Batman v Superman is a movie that has director Zack Snyder trying hard to marry two worlds – a world that is inhabited with DC Comics characters and another world, enamored with Marvel Comics characters, that has already been shown how an extended Cinematic Universe should look, and indeed looks, like. So you have Warner Bros. and Zack Snyder teaming up to cobble together a DC Comics alternative universe and to pit one superhero against another just in time, before Paramount and Marvel steal their thunder with their own interpretation of a similar scenario – only they are trying a little too hard.
That is the problem plaguing the movie for the better part of its run-time – trying hard to quickly establish things or rather, to make you believe things, without having much to show for it.

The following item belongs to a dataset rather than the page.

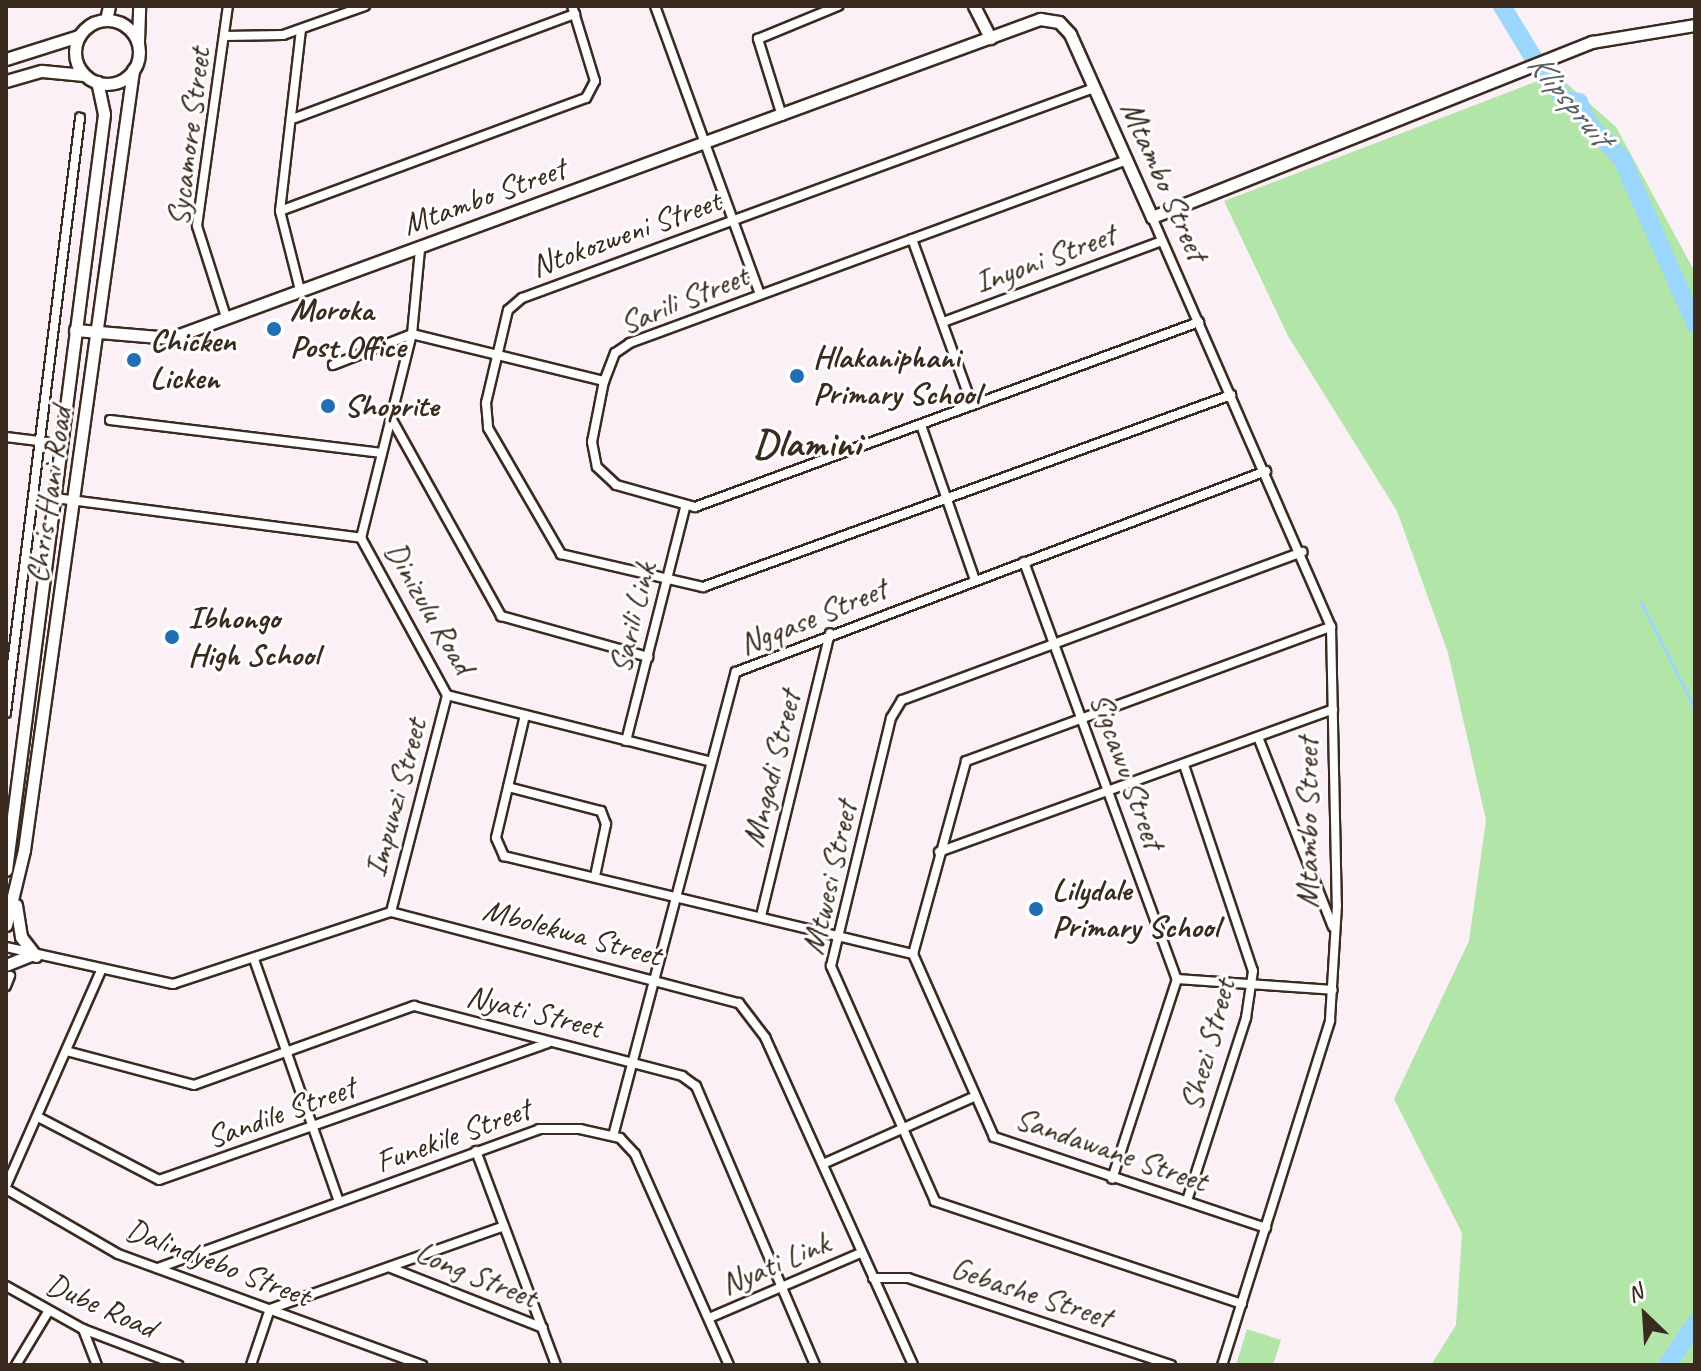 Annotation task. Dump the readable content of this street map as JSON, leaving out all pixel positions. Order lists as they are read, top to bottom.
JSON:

For example, you must believe Batman is fed up with Superman’s God-like reverence from the masses, because Zack Snyder shows a single scene of Batman getting miffed at the newspaper headlines. You must tell yourself the world is on the brink of yet another catastrophe because the characters are saying something on those lines, looking into, perhaps, a crystal ball that is never shown. You must convince yourself that Batman and Superman are in a conflict of war-like proportions – and, since they never showed a real buildup – simply because the movie title says so. You are asked to take huge leaps of faith and logic, because Zack Snyder wants you to never be sure about what really is happening up until the big reveal, which, after it arrives, is deliberately drowned in noise and chaos so Snyder can stretch the aura of mystification half an hour longer. On the way, you never know the reason behind why Superman would suddenly turn up in the middle of Batman’s daily business and let him know he let him off out of mercy. You never know how Lois Lane knows that the spear that she threw away held the key to annihilating the newest monster in Metropolis.

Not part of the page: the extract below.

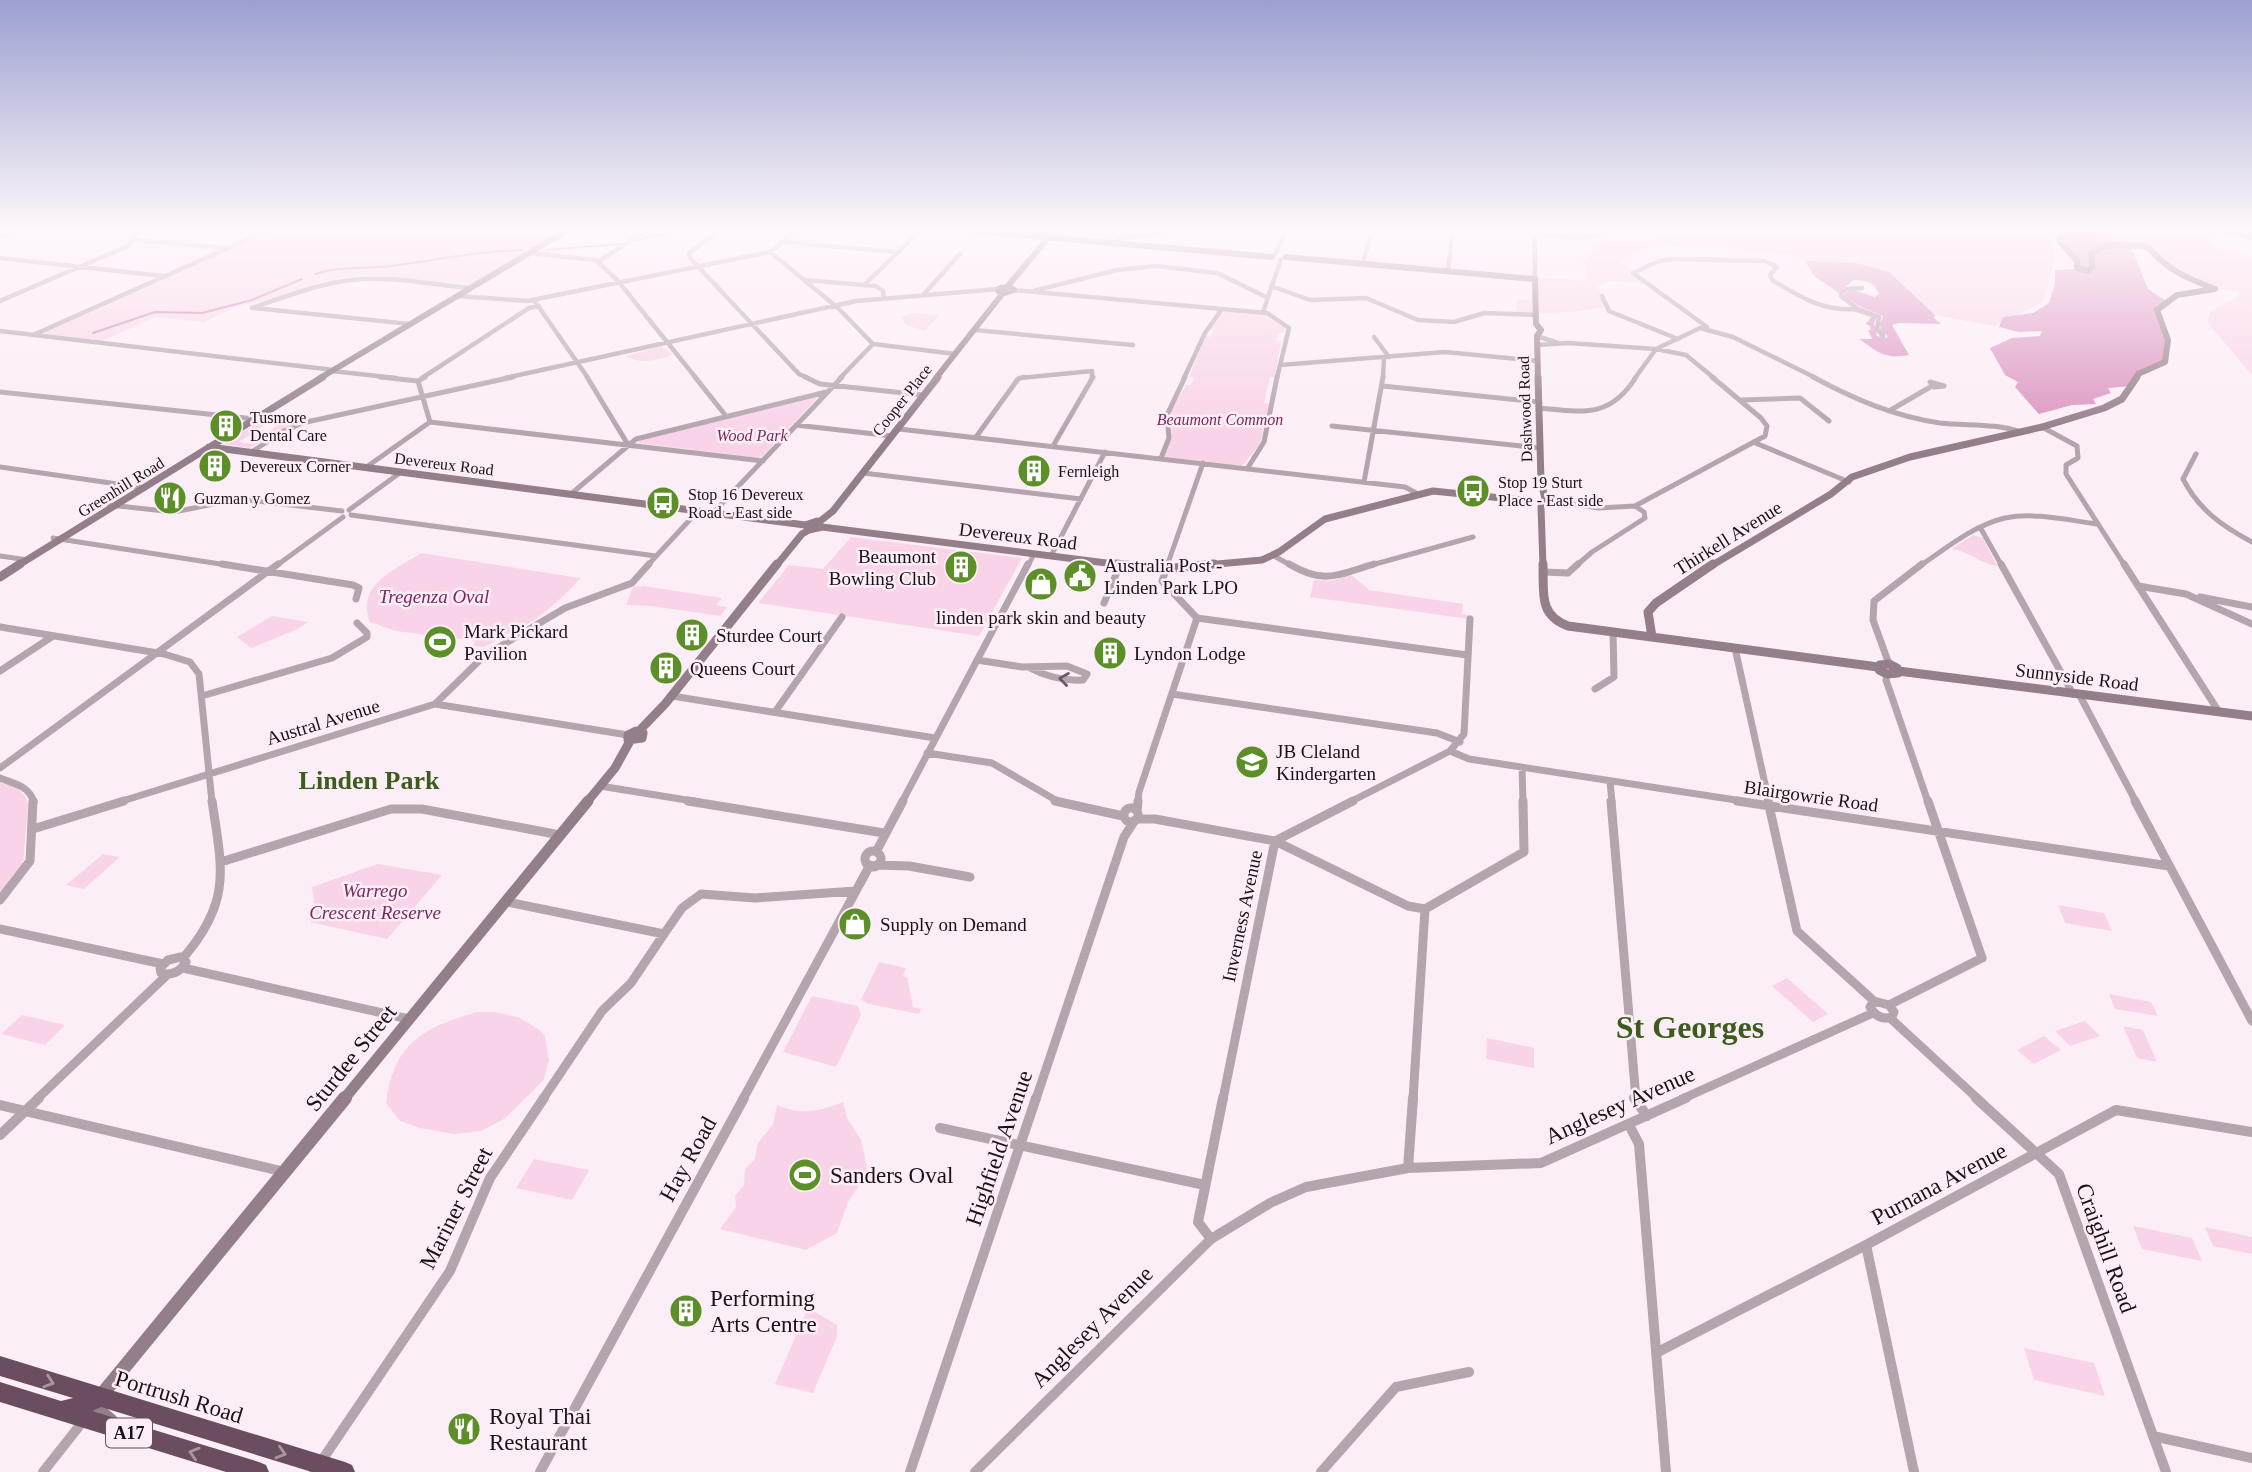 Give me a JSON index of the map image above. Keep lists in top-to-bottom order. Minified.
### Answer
{"streets":{"highway":["Portrush Road","A17"],"street":["Cooper Place","Dashwood Road","Devereux Road","Greenhill Road","Thirkell Avenue","Sunnyside Road","Austral Avenue","Blairgowrie Road","Inverness Avenue","Sturdee Street","Anglesey Avenue","Highfield Avenue","Hay Road","Purnana Avenue","Mariner Street","Craighill Road"]},"crossings":[["Cooper Place","Devereux Road"],["Devereux Road","Greenhill Road"],["Devereux Road","Sturdee Street"],["Austral Avenue","Sturdee Street"],["Blairgowrie Road","Inverness Avenue"],["Inverness Avenue","Anglesey Avenue"],["Sturdee Street","Portrush Road"],["Hay Road","Mariner Street"],["Purnana Avenue","Craighill Road"],["Mariner Street","Portrush Road"]],"districts":["Linden Park","St Georges"],"parks":["Beaumont Common","Wood Park","Tregenza Oval","Warrego Crescent Reserve"],"places":{"building":["Tusmore Dental Care","Devereux Corner","Fernleigh","Beaumont Bowling Club","Sturdee Court","Lyndon Lodge","Queens Court","Performing Arts Centre"],"bus stop":["Stop 19 Sturt Place - East side","Stop 16 Devereux Road - East side"],"restaurant":["Guzman y Gomez","Royal Thai Restaurant"],"public building":["Australia Post - Linden Park LPO"],"shop":["linden park skin and beauty","Supply on Demand"],"sports":["Mark Pickard Pavilion","Sanders Oval"],"school or university":["JB Cleland Kindergarten"]}}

Add to that the mix and match of the different universes that Zack Snyder is attempting. Despite having made it amply clear ahead of the movie’s release that his universe was different to that of Nolan’s, he still imbues his universe with a forced darkness that evokes the ambience of Nolan’s, while also borrowing for his Batman, traits, most notably, the dead-pan, from the pre-Christian Bale incarnations. The problem with this forced grimness is that it draws itself to unnecessary comparisons with Nolan’s creation – and fails miserably at it because the bar has been set so high by both Nolan and Bale – while simultaneously flying in the face of the slightly upbeat mood of the same universe portrayed in Man of Steel. And if the intention was to show a Superman in deep conflict, a sign of the times he is living in, then it is back to the initial problem – you must believe without being made to spontaneously believe, that Superman is in turmoil.
The movie is hobbled by poor direction and banal dialogue, if not by tunnel vision and hammy or wooden acting. Visual effects are run-of-the-mill, and Ben Affleck is just OK as Batman – he is no Bale after all. Jesse Eisenberg goes over-the-top and strangely strikes you as a white version of Shah Rukh Khan in virtually every movie of his (ever). Amy Adams, Henry Cavill, and Gal Gadot, in that order, try to hold on to dear life in a floundering ship. Jeremy Irons’ cocky, wise-crack Englishman Alfred is an apology of a replacement for Michael Caine’s fatherly, sympathetic portrayal. But not all is hopeless though, since the best moments are reserved for the last half-hour, that is, after Wonder Woman appears and joins forces with the other two, when the movie begins to become bearable. From there on, it is uphill for the movie – reaching its zenith in the very last shot – but by then you wonder if it was an uptick two hours too late.